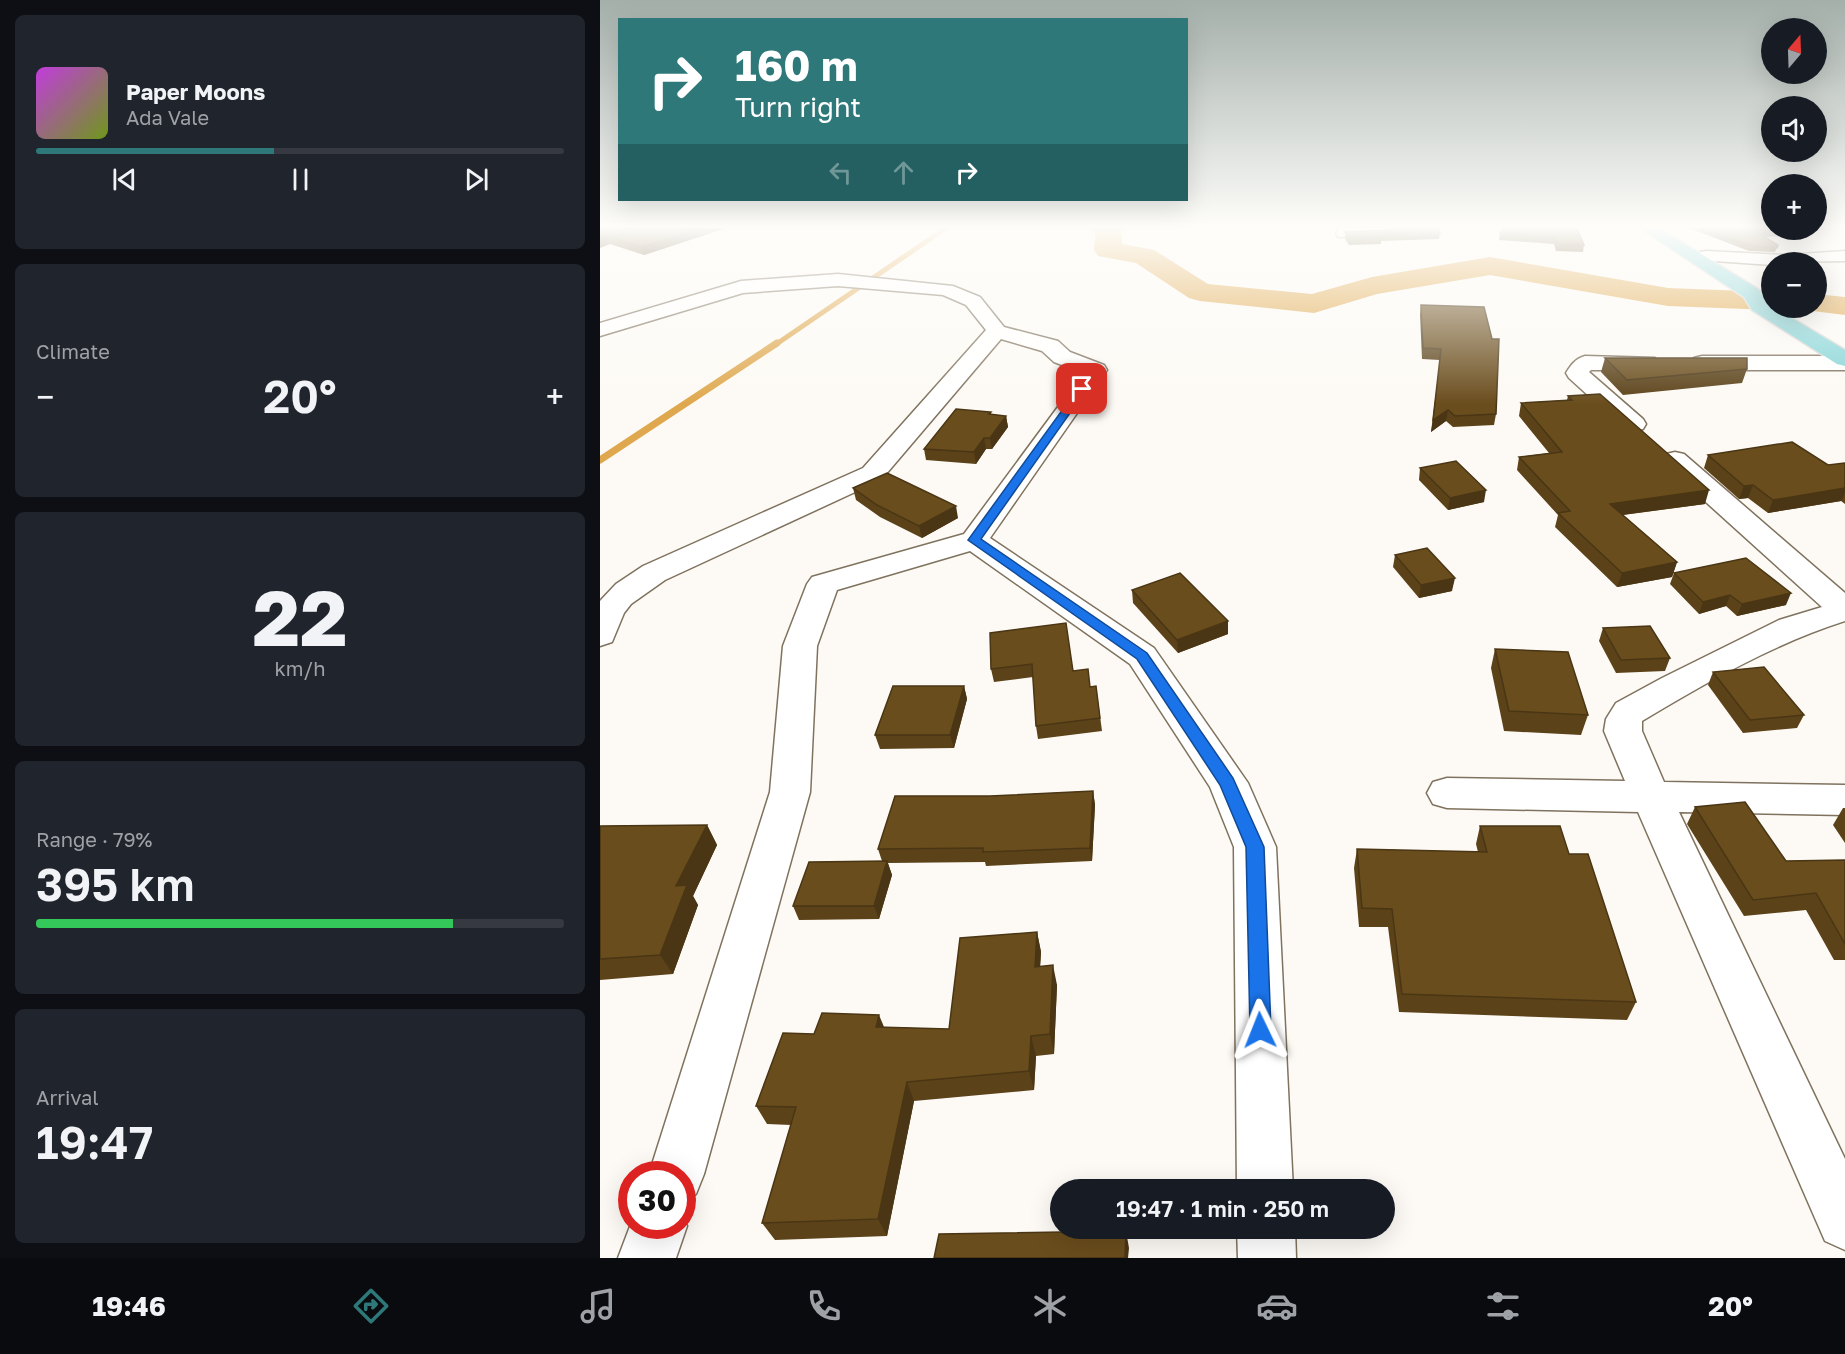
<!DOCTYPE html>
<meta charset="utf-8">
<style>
:root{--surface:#171b24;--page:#20242c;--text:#f1f3f6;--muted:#9ea1a6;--line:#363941;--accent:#2e787a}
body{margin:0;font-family:"Golos Text",sans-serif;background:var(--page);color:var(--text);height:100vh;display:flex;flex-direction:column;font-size:22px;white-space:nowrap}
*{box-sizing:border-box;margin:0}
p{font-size:20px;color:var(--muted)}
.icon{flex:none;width:33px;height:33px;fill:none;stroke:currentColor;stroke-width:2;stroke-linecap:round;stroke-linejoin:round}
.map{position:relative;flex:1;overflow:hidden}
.panel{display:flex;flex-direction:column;gap:15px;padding:15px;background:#0d0f14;width:600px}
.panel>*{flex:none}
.top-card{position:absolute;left:18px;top:18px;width:570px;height:183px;border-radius:0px;box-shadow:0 6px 24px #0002;background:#2e787a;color:#fff;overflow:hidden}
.needle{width:39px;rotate:19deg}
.fabs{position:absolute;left:1161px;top:18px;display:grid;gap:12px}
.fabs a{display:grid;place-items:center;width:66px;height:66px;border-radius:50%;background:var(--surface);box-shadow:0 6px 24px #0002;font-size:30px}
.speed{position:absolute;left:18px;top:1161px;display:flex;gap:12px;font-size:30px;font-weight:700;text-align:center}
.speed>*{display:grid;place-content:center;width:78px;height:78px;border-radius:50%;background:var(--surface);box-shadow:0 6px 24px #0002;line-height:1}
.speed .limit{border:9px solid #d22;background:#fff;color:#111}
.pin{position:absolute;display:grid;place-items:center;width:51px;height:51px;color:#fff;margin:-26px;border-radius:12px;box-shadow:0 3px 9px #0006}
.me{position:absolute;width:66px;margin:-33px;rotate:358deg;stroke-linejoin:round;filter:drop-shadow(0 0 4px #0008)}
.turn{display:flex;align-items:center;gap:21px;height:126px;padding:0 18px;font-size:27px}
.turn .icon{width:78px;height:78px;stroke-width:2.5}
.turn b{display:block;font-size:42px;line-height:51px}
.lanes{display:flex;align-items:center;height:57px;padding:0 18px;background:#0003;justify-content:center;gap:30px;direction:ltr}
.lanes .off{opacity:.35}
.big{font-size:45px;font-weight:600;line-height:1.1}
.panel .widget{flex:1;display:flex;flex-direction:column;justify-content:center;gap:9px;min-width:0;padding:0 21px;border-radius:9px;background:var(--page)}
.panel .dial{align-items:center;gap:0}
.dial b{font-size:78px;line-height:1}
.song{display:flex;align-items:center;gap:18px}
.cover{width:72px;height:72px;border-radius:9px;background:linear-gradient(135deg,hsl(290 70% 55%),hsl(80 70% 35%))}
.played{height:6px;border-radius:3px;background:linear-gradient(90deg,var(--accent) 45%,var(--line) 45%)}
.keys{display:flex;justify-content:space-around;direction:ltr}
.heat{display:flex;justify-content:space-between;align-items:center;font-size:33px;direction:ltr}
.charge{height:9px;border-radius:4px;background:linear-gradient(90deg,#34c759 79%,var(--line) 0)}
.trip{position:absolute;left:450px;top:1179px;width:345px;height:60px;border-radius:30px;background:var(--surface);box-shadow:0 6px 24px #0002;font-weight:600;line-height:60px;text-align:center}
.dock{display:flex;height:96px;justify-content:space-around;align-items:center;background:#090b0e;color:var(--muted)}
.dock .icon{width:42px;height:42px}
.dock .on{color:var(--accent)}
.dock b{font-size:27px;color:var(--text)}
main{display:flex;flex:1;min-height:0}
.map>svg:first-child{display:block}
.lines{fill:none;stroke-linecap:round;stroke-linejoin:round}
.stream-far1{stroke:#dfa84e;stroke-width:5}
.stream{stroke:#dfa84e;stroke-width:7}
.river{fill:#dfa84e;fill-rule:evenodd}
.minor-casing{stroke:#7f725e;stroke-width:3}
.major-casing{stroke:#d9d8d6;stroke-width:3}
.minor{fill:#fff;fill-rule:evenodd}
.major{fill:#85d4d7;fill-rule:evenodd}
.wall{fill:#5b4219}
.shaded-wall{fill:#4a3614}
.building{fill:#6a4d1d;stroke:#4a3614;stroke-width:1.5}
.route{fill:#1a73e8;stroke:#114b97;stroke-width:1.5}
</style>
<main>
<section class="panel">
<div class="widget">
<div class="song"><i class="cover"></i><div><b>Paper Moons</b><p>Ada Vale</p></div></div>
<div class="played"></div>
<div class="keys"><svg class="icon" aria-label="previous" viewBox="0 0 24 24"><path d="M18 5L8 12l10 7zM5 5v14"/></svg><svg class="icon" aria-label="pause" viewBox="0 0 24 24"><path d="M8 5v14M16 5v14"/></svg><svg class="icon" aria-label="next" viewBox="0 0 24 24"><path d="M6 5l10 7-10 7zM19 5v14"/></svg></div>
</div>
<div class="widget"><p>Climate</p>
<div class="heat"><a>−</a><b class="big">20°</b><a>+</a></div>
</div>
<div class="widget dial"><b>22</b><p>km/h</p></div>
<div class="widget"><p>Range · 79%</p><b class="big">395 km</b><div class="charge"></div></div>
<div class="widget"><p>Arrival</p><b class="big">19:47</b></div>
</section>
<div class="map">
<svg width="1245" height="1258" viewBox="0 0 1245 1258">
<rect width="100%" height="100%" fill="#fdfaf5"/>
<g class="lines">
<path class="stream-far1" d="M 175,345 L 346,228"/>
<path class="stream" d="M 0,460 L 177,343"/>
<g class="river">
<path d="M 489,228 L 521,228 L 522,244 L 554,250 L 608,284 L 712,294 L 772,277 L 890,257 L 1068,288 L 1172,292 L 1172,308 L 1183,308 L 1172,310 L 1068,306 L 890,275 L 777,294 L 714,313 L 600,301 L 589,298 L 536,263 L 498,256 L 494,250 L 495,234 Z"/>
<path d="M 1216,294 L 1245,297 L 1245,315 L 1205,310 L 1204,308 L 1216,308 Z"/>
</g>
<defs>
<g id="minor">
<path d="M 744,228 L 832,228 L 824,233 L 738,237 L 736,233 L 738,229 Z"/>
<path d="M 1106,251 L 1186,255 L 1245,251 L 1245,261 L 1172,262 L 1172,265 L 1100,260 L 1097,256 L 1100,252 Z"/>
<path d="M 238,274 L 353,286 L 380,297 L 404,327 L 458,341 L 470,352 L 504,365 L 507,370 L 390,538 L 554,648 L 648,783 L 676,847 L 693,1190 L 637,1190 L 634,847 L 610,787 L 530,664 L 370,551 L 237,590 L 217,646 L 210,792 L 104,1174 L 96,1194 L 82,1199 L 82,1174 L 49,1174 L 170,792 L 183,646 L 207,584 L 212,577 L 364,534 L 483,373 L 454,362 L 442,351 L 401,339 L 281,480 L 65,580 L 31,604 L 24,613 L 12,642 L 0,646 L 0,601 L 16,584 L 43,566 L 263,468 L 386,330 L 366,305 L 343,295 L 238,286 L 143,293 L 0,336 L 0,323 L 141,281 Z"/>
<path d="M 985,356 L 1055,358 L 1058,363 L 1055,368 L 1047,370 L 991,370 L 989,372 L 1043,419 L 1046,424 L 1043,429 L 1034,431 L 1025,429 L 969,378 L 966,373 C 971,365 975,359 985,356 Z"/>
<path d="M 1102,356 L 1245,356 L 1245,370 L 1102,370 L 1094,368 L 1091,363 L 1094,358 Z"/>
<path d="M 1075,452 L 1084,454 L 1245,593 L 1245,621 C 1173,644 1107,682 1042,721 L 1042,731 L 1064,782 L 1245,785 L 1245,815 L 1079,812 L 1245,1159 L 1245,1250 L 1225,1241 L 1038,812 L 847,808 L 833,804 L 827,793 L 833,782 L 847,778 L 1025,781 L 1004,731 L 1006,719 L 1016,703 L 1062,678 L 1179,620 L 1222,607 L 1066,466 L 1062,460 L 1066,454 Z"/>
<path d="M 82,1216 L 87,1226 L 76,1258 L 18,1258 L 32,1221 L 32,1226 L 82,1226 Z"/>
<path d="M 637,1228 L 695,1228 L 696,1258 L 638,1258 Z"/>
</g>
<path id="major" d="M 1040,228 L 1059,228 L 1158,289 L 1172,308 L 1175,308 L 1245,350 L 1245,366 L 1237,364 L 1152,310 L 1144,297 Z"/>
</defs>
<use href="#minor" class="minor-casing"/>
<use href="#major" class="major-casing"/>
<use href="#minor" class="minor"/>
<use href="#major" class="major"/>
</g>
<g class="wall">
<path d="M 0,228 L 126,228 L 44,255 L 10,244 Z"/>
<path d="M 825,228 L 840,233 L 839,239 L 781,241 L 781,244 L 749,245 L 745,239 L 745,232 Z"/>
<path d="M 977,228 L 984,245 L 983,252 L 956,251 L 954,244 L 899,240 L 900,233 Z"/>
<path d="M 1089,228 L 1172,228 L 1172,230 L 1216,230 L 1216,228 L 1225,228 L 1224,230 L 1182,231 L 1184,231 L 1182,236 L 1165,237 L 1178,245 L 1175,252 L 1149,251 Z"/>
<path d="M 821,305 L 896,414 L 894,425 L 853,427 L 846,421 L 831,432 L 840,360 L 822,359 L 820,315 Z"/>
<path d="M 1005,358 L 1147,369 L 1142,383 L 1023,395 L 1001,372 Z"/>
<path d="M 968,396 L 1105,504 L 1023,515 L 1077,562 L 1072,577 L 1017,587 L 955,527 L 958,515 L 917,470 L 919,457 L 949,453 L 919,416 L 921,403 L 967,400 Z"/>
<path d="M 391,412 L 391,415 L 406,416 L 408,427 L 392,449 L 386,449 L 376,464 L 326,460 L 324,449 Z"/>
<path d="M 1108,455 L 1228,465 L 1245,463 L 1245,504 L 1241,501 L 1168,513 L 1148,498 L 1139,499 L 1104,468 Z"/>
<path d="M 820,468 L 884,502 L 848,510 L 819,480 Z"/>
<path d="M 253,488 L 358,518 L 322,538 L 280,517 L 256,500 Z"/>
<path d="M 795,555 L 852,591 L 819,598 L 793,567 Z"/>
<path d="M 1074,573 L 1186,605 L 1137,616 L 1126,606 L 1099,614 L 1070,584 Z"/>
<path d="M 532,590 L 628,634 L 578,653 L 533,603 Z"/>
<path d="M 1003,628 L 1070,658 L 1065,671 L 1016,673 L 999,641 Z"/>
<path d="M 390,633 L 473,671 L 490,687 L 496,686 L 502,731 L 438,739 L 436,726 L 433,677 L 394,682 L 391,669 Z"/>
<path d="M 895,649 L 988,715 L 981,735 L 904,731 L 891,668 Z"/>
<path d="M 1113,672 L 1204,715 L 1197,728 L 1143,733 L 1108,685 Z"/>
<path d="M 364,686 L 367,699 L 354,748 L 280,749 L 275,735 Z"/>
<path d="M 493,791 L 495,805 L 492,861 L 386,866 L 385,862 L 288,863 L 292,875 L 279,919 L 199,920 L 193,906 L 282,861 L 278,849 L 390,796 Z"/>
<path d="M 1095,807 L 1186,861 L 1245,860 L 1245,960 L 1234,960 L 1206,910 L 1144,916 L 1087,824 Z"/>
<path d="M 1243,808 L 1245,808 L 1245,843 L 1233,825 Z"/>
<path d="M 107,825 L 117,845 L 93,896 L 98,905 L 73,974 L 0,980 L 0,826 Z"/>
<path d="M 880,826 L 969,854 L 1036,1002 L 1027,1020 L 799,1012 L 788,927 L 759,927 L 754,868 L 757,849 L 878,852 L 876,844 Z"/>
<path d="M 437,932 L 441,952 L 440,966 L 457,985 L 454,1054 L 436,1056 L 434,1090 L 314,1101 L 287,1236 L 175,1240 L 162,1223 L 191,1125 L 167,1124 L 156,1106 L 214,1034 L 284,1027 L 349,1029 Z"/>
</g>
<g class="shaded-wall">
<path d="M 100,228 L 126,228 L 44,255 L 41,247 Z"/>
<path d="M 7,236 L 10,244 L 0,248 L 0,239 Z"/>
<path d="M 848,410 L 846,421 L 831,432 L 833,420 Z"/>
<path d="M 406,416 L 408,427 L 392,449 L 390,438 Z"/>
<path d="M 384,438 L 386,449 L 376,464 L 374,452 Z"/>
<path d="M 1153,485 L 1148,498 L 1139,499 L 1144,486 Z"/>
<path d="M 1245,488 L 1245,493 L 1241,501 L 1168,513 L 1173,500 Z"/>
<path d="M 886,490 L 884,502 L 848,510 L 850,498 Z"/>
<path d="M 1109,490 L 1105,504 L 1006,517 L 1010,504 Z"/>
<path d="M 356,506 L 358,518 L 322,538 L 319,526 Z"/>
<path d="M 1077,562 L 1072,577 L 1017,587 L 1022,573 Z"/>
<path d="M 855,578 L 852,591 L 819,598 L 821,585 Z"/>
<path d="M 1191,593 L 1186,605 L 1137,616 L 1142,604 Z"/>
<path d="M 1130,595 L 1126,606 L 1099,614 L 1103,602 Z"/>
<path d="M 628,621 L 628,634 L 578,653 L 577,640 Z"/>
<path d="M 364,686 L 367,699 L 354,748 L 350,735 Z"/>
<path d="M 493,791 L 495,805 L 492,861 L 490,848 Z"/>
<path d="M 107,825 L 117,845 L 93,896 L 98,905 L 73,974 L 60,955 L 76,886 Z"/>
<path d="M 287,861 L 292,875 L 279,919 L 274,906 Z"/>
<path d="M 437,932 L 441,952 L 439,987 L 435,967 Z"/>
<path d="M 453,965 L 457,985 L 454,1054 L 450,1034 Z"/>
<path d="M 279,1015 L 287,1034 L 276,1027 Z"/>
<path d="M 431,1036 L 436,1056 L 434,1090 L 429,1071 Z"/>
<path d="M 307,1082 L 314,1101 L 287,1236 L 278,1219 Z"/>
<path d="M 526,1231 L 529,1248 L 528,1258 L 525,1258 Z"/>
</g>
<g class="building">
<path d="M 0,228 L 100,228 L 41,247 L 7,236 L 0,239 Z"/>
<path d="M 825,228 L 838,228 L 840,233 L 779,234 L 781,237 L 750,238 L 745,232 Z"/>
<path d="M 903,228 L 977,228 L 984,245 L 958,244 L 955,237 L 900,233 Z"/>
<path d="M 1101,228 L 1172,228 L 1172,230 L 1180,230 L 1184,231 L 1158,233 L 1178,245 L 1177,248 L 1151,246 Z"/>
<path d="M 821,305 L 884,307 L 892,339 L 899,339 L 896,414 L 855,416 L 848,410 L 833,420 L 841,349 L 823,348 Z"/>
<path d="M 1005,358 L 1147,358 L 1147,369 L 1027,380 Z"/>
<path d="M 1000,394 L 1109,490 L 1010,504 L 1077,562 L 1022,573 L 958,513 L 970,511 L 919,457 L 962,452 L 921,403 L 972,400 L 968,396 Z"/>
<path d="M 356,409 L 391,412 L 389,414 L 406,416 L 390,438 L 384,438 L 374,452 L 324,449 Z"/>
<path d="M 1192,442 L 1228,465 L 1245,463 L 1245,488 L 1173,500 L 1153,485 L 1144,486 L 1108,455 Z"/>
<path d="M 856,461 L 886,490 L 850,498 L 820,468 Z"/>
<path d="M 287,473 L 356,506 L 319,526 L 277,505 L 253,488 Z"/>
<path d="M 827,548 L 855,578 L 821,585 L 795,555 Z"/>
<path d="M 1146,558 L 1191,593 L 1142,604 L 1130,595 L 1103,602 L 1074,573 Z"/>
<path d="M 580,573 L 628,621 L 577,640 L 532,590 Z"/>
<path d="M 466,623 L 473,671 L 488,669 L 490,687 L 496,686 L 500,718 L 436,726 L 432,664 L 391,669 L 390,633 Z"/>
<path d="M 1050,626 L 1070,658 L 1021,660 L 1003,628 Z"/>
<path d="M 895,649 L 968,652 L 988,715 L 909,711 Z"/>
<path d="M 1164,667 L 1204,715 L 1150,720 L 1113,672 Z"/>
<path d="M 293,686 L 364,686 L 350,735 L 275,735 Z"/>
<path d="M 493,791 L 490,848 L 383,852 L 383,848 L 278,849 L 295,796 L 390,796 Z"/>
<path d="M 1145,802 L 1186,861 L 1245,860 L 1245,944 L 1216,893 L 1153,900 L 1095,807 Z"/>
<path d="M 107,825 L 76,886 L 87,885 L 60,955 L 0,959 L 0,826 Z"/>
<path d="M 880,826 L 960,826 L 969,854 L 988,854 L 1036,1002 L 802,994 L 792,909 L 762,908 L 757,849 L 887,852 Z"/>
<path d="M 287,861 L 274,906 L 193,906 L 209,862 Z"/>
<path d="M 437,932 L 435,967 L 453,965 L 450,1034 L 431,1036 L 429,1071 L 307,1082 L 278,1219 L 162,1223 L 196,1107 L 156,1106 L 183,1033 L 214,1034 L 222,1013 L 279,1015 L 276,1027 L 349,1029 L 360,938 Z"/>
<path d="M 526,1231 L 525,1258 L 334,1258 L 339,1234 Z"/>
</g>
<linearGradient id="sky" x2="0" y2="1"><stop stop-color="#a4afaa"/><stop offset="0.56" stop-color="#fefdfa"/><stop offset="1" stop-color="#fefdfa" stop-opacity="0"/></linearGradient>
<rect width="1245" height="404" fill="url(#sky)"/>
<path class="route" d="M 479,387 L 487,389 L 381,539 L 547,653 L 633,778 L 664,847 L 671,1030 L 668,1036 L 660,1039 L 653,1036 L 650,1030 L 646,847 L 620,785 L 537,659 L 368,540 Z"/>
</svg>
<div class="fabs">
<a><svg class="needle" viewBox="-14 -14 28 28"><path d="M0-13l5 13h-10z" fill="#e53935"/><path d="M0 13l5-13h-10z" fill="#9ea1a6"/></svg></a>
<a><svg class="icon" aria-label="sound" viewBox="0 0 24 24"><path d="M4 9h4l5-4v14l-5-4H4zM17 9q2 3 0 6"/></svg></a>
<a>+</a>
<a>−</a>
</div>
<div class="speed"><div class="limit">30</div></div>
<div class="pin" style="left:482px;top:389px;background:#d93025"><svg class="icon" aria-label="arrive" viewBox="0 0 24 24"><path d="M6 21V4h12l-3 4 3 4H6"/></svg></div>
<svg class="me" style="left:660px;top:1030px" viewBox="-20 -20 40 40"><path d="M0-17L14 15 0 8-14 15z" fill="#1a73e8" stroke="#fff" stroke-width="4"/></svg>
<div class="trip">19:47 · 1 min · 250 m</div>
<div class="top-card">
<div class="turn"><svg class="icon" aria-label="right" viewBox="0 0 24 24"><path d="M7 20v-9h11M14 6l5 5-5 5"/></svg><div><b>160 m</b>Turn right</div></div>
<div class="lanes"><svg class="icon off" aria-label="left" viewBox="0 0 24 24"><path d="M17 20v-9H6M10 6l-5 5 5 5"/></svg><svg class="icon off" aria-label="ahead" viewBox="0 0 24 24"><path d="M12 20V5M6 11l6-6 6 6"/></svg><svg class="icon" aria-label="right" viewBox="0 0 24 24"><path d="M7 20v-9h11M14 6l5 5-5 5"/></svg></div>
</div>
</div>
</main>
<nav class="dock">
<b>19:46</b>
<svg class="icon on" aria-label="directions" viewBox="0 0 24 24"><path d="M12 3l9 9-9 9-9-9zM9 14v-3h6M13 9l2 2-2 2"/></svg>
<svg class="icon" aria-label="music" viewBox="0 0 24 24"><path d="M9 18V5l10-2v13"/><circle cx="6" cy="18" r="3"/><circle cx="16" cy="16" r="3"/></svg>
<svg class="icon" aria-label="phone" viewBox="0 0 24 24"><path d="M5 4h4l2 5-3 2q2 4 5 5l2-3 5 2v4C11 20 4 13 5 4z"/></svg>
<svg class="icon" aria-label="climate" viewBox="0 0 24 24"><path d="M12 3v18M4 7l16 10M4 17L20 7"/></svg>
<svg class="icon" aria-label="car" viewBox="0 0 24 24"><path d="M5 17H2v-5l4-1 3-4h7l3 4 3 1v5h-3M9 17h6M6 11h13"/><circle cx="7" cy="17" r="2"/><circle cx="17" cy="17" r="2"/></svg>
<svg class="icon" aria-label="filters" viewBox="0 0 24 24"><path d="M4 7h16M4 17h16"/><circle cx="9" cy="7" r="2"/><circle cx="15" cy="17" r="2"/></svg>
<b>20°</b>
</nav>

■ EXERCISE ■
Lines of the listing above that contain the word "speed" must all be copied.

■ ANSWER TO THE EXERCISE ■
.speed{position:absolute;left:18px;top:1161px;display:flex;gap:12px;font-size:30px;font-weight:700;text-align:center}
.speed>*{display:grid;place-content:center;width:78px;height:78px;border-radius:50%;background:var(--surface);box-shadow:0 6px 24px #0002;line-height:1}
.speed .limit{border:9px solid #d22;background:#fff;color:#111}
<div class="speed"><div class="limit">30</div></div>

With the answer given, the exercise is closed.